### EXERCISE PROMPT
Should pictures appear among the records, leave them out, and copy exactly only the lines from the first through the one with "position:absolute; left:895px; top:270px;", inclusive.

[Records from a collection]
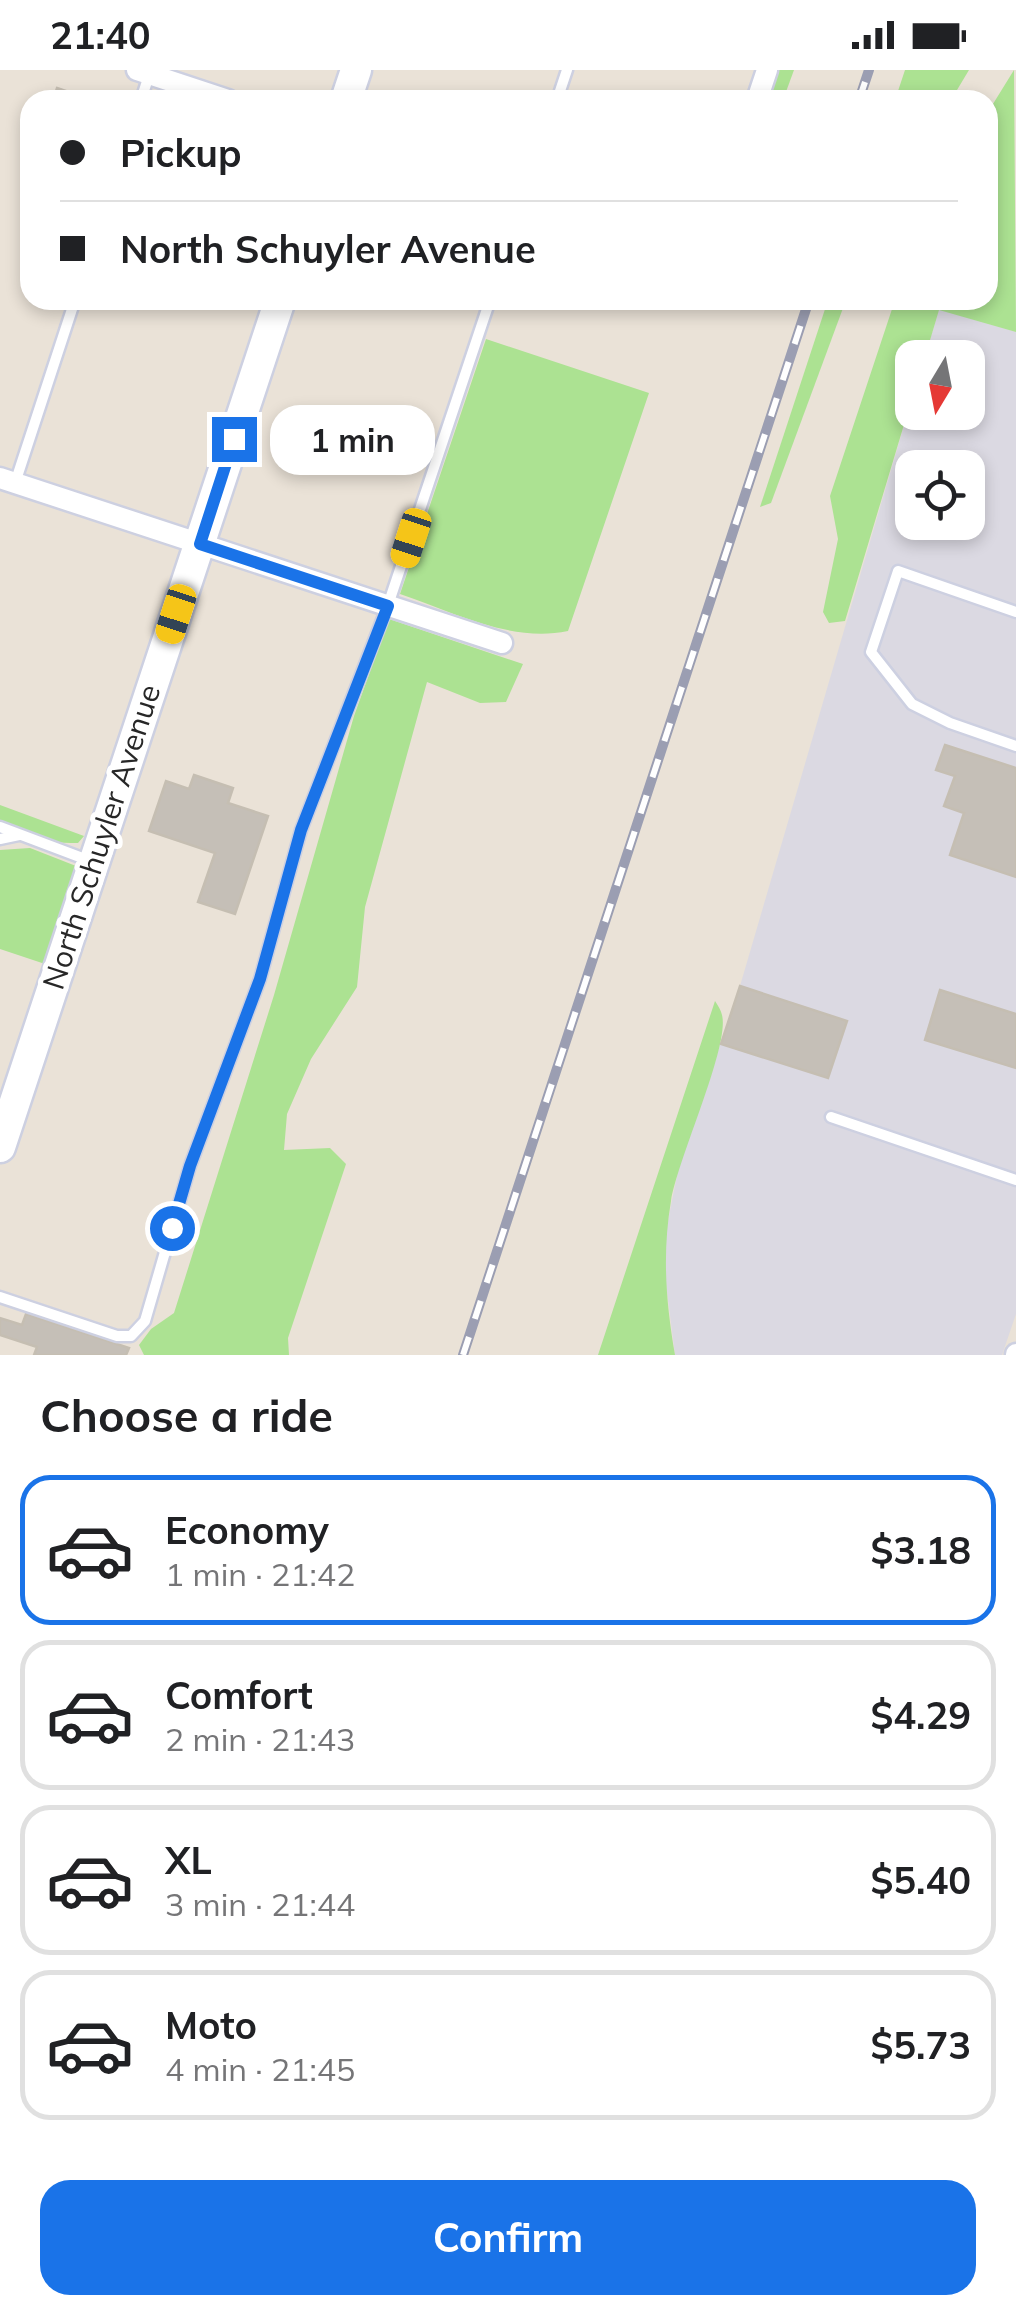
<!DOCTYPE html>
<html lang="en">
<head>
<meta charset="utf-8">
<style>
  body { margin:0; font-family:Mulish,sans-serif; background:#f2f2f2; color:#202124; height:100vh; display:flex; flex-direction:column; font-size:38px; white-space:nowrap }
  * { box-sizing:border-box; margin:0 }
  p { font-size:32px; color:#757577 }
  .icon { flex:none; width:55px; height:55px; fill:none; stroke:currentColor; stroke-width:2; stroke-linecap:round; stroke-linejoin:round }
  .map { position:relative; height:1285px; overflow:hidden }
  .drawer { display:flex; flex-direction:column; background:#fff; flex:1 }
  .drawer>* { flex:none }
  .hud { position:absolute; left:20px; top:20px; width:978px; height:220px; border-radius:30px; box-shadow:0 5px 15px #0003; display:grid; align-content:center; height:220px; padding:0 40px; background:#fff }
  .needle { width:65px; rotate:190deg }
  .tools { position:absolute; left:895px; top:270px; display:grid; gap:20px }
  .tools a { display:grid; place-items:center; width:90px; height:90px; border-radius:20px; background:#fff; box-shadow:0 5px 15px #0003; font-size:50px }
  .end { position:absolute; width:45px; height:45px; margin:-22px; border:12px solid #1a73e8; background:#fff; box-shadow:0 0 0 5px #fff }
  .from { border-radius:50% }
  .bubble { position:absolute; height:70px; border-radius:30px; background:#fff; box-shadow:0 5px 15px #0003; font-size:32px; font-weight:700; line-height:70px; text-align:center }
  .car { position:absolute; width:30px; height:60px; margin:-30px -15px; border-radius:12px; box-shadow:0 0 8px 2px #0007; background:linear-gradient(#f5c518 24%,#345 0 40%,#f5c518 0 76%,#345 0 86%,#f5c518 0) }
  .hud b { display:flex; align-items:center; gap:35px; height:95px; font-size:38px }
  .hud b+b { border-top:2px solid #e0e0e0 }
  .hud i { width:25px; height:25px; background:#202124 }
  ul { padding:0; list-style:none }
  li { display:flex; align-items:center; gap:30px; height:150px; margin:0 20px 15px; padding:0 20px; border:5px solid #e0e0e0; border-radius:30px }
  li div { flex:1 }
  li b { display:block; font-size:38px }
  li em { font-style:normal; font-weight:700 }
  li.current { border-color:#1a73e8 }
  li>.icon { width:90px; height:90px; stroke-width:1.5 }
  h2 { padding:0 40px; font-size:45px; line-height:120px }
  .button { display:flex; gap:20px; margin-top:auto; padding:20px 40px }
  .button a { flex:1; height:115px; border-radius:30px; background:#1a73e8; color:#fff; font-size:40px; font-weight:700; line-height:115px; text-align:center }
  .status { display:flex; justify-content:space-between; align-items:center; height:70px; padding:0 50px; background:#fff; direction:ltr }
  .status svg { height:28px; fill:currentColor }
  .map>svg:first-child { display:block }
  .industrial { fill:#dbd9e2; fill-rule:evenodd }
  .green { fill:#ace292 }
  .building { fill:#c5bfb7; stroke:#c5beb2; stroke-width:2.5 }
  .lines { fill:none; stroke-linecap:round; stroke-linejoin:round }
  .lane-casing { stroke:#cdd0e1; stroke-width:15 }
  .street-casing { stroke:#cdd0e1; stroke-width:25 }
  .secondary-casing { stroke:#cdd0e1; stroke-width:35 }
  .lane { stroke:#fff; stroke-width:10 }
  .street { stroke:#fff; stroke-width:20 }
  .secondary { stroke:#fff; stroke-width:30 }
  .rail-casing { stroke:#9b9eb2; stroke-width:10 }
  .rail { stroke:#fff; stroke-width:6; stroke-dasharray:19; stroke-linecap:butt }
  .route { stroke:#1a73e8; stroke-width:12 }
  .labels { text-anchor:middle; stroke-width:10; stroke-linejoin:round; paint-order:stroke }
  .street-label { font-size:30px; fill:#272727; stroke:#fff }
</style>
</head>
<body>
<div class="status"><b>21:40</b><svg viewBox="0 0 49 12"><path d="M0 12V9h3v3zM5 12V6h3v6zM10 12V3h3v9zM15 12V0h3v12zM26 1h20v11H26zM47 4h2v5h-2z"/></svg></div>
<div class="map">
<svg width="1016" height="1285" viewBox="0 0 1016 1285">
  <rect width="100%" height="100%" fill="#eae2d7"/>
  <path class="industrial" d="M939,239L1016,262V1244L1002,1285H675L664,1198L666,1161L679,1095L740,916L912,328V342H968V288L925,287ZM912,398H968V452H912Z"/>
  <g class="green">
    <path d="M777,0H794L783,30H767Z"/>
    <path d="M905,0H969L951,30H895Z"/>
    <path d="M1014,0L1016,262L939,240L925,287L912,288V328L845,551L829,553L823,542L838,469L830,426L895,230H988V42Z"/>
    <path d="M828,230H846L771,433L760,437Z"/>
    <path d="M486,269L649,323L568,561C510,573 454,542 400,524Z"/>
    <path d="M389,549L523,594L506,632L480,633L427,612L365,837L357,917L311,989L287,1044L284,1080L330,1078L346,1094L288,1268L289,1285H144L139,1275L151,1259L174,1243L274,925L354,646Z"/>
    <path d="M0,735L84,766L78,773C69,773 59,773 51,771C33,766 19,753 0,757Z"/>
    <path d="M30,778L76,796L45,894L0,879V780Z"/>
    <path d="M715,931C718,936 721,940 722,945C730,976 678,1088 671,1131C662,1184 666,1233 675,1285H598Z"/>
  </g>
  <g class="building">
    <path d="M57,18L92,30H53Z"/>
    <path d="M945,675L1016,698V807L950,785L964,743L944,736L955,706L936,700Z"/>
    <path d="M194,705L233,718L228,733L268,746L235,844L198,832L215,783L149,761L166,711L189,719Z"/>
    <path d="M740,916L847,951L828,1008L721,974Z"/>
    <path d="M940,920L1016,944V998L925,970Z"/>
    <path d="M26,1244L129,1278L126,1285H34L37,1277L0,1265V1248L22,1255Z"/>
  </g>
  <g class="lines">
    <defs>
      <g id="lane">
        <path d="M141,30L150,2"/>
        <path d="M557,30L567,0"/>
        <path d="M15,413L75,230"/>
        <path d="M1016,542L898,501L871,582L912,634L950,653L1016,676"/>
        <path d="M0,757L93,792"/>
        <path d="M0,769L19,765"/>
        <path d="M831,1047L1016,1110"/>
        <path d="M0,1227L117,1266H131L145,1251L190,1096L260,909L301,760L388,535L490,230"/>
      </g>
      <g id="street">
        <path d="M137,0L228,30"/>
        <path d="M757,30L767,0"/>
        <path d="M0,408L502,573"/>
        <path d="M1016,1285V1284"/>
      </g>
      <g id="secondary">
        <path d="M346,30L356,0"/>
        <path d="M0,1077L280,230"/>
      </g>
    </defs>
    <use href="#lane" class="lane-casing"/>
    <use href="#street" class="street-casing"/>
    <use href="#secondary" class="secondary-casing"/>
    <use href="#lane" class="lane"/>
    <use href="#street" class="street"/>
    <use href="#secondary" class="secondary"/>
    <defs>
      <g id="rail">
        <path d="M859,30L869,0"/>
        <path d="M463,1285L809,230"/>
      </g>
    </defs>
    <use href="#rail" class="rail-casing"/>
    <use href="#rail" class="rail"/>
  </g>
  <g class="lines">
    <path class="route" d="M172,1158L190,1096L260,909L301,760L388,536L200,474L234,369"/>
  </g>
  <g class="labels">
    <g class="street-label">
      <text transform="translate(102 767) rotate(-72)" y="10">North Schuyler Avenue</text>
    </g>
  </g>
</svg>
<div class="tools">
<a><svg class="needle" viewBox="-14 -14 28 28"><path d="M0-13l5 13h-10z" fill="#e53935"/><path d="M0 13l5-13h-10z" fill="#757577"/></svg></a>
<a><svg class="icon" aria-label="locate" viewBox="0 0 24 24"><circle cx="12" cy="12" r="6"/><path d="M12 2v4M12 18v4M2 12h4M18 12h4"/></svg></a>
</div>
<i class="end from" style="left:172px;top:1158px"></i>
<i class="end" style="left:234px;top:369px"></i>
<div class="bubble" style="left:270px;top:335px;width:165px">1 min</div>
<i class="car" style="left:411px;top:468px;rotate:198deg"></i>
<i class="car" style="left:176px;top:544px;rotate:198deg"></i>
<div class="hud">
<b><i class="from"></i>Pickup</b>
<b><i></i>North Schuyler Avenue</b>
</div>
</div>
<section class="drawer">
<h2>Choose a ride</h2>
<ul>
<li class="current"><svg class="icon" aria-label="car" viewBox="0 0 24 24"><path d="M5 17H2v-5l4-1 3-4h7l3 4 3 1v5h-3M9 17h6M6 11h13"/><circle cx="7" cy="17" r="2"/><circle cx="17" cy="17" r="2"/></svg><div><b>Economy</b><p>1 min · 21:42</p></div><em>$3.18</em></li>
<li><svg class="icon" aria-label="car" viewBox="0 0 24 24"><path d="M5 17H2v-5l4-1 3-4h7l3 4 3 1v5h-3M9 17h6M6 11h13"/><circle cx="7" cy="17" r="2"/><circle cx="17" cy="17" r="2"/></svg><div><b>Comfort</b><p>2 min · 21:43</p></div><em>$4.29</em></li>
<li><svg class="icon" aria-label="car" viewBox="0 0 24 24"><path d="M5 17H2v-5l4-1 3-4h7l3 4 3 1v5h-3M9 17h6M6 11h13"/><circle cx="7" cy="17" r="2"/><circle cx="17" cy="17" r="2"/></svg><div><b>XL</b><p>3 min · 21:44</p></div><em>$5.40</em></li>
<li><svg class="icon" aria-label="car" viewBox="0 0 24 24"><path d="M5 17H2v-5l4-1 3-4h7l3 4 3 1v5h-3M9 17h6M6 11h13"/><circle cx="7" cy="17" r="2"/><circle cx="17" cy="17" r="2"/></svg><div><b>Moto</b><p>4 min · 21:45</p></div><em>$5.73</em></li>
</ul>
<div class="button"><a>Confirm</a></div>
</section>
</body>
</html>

### TASK SOLUTION
<!DOCTYPE html>
<html lang="en">
<head>
<meta charset="utf-8">
<style>
  body { margin:0; font-family:Mulish,sans-serif; background:#f2f2f2; color:#202124; height:100vh; display:flex; flex-direction:column; font-size:38px; white-space:nowrap }
  * { box-sizing:border-box; margin:0 }
  p { font-size:32px; color:#757577 }
  .icon { flex:none; width:55px; height:55px; fill:none; stroke:currentColor; stroke-width:2; stroke-linecap:round; stroke-linejoin:round }
  .map { position:relative; height:1285px; overflow:hidden }
  .drawer { display:flex; flex-direction:column; background:#fff; flex:1 }
  .drawer>* { flex:none }
  .hud { position:absolute; left:20px; top:20px; width:978px; height:220px; border-radius:30px; box-shadow:0 5px 15px #0003; display:grid; align-content:center; height:220px; padding:0 40px; background:#fff }
  .needle { width:65px; rotate:190deg }
  .tools { position:absolute; left:895px; top:270px; display:grid; gap:20px }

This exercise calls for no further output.